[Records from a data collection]
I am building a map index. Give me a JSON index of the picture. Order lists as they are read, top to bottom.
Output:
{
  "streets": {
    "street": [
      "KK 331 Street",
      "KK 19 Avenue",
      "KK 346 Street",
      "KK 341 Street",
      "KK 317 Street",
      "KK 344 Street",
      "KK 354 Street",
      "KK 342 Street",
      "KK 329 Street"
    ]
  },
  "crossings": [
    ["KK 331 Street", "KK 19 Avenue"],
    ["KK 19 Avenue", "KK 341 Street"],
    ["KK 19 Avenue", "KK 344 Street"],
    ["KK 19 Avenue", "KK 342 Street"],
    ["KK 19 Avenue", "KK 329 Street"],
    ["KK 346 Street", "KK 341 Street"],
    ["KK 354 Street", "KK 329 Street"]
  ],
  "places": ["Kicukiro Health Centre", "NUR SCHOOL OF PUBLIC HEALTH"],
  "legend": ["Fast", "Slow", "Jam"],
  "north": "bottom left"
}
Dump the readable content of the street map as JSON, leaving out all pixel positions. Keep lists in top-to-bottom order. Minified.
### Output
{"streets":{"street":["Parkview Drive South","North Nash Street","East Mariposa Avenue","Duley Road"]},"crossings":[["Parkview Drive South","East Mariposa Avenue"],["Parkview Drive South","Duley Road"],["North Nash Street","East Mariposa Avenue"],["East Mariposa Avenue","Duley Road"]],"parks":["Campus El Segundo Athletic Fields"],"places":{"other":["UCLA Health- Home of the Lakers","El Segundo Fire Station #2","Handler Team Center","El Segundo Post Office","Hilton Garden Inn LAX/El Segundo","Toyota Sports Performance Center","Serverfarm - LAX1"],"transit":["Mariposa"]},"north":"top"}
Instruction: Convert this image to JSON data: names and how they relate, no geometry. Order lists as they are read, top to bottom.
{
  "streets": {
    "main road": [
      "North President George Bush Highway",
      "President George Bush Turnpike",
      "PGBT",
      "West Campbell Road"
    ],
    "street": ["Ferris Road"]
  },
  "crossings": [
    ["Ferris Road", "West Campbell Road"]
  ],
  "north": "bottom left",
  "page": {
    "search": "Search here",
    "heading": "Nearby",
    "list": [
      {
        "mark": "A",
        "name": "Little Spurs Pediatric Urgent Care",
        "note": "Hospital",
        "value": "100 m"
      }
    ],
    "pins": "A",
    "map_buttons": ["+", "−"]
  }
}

• Required action: Write each line above out exactly.

• Output of the task:
I am building a map index. Give me a JSON index of the picture. Order lists as they are read, top to bottom.
Output:
{
  "streets": {
    "street": [
      "KK 331 Street",
      "KK 19 Avenue",
      "KK 346 Street",
      "KK 341 Street",
      "KK 317 Street",
      "KK 344 Street",
      "KK 354 Street",
      "KK 342 Street",
      "KK 329 Street"
    ]
  },
  "crossings": [
    ["KK 331 Street", "KK 19 Avenue"],
    ["KK 19 Avenue", "KK 341 Street"],
    ["KK 19 Avenue", "KK 344 Street"],
    ["KK 19 Avenue", "KK 342 Street"],
    ["KK 19 Avenue", "KK 329 Street"],
    ["KK 346 Street", "KK 341 Street"],
    ["KK 354 Street", "KK 329 Street"]
  ],
  "places": ["Kicukiro Health Centre", "NUR SCHOOL OF PUBLIC HEALTH"],
  "legend": ["Fast", "Slow", "Jam"],
  "north": "bottom left"
}
Dump the readable content of the street map as JSON, leaving out all pixel positions. Keep lists in top-to-bottom order. Minified.
### Output
{"streets":{"street":["Parkview Drive South","North Nash Street","East Mariposa Avenue","Duley Road"]},"crossings":[["Parkview Drive South","East Mariposa Avenue"],["Parkview Drive South","Duley Road"],["North Nash Street","East Mariposa Avenue"],["East Mariposa Avenue","Duley Road"]],"parks":["Campus El Segundo Athletic Fields"],"places":{"other":["UCLA Health- Home of the Lakers","El Segundo Fire Station #2","Handler Team Center","El Segundo Post Office","Hilton Garden Inn LAX/El Segundo","Toyota Sports Performance Center","Serverfarm - LAX1"],"transit":["Mariposa"]},"north":"top"}
Instruction: Convert this image to JSON data: names and how they relate, no geometry. Order lists as they are read, top to bottom.
{
  "streets": {
    "main road": [
      "North President George Bush Highway",
      "President George Bush Turnpike",
      "PGBT",
      "West Campbell Road"
    ],
    "street": ["Ferris Road"]
  },
  "crossings": [
    ["Ferris Road", "West Campbell Road"]
  ],
  "north": "bottom left",
  "page": {
    "search": "Search here",
    "heading": "Nearby",
    "list": [
      {
        "mark": "A",
        "name": "Little Spurs Pediatric Urgent Care",
        "note": "Hospital",
        "value": "100 m"
      }
    ],
    "pins": "A",
    "map_buttons": ["+", "−"]
  }
}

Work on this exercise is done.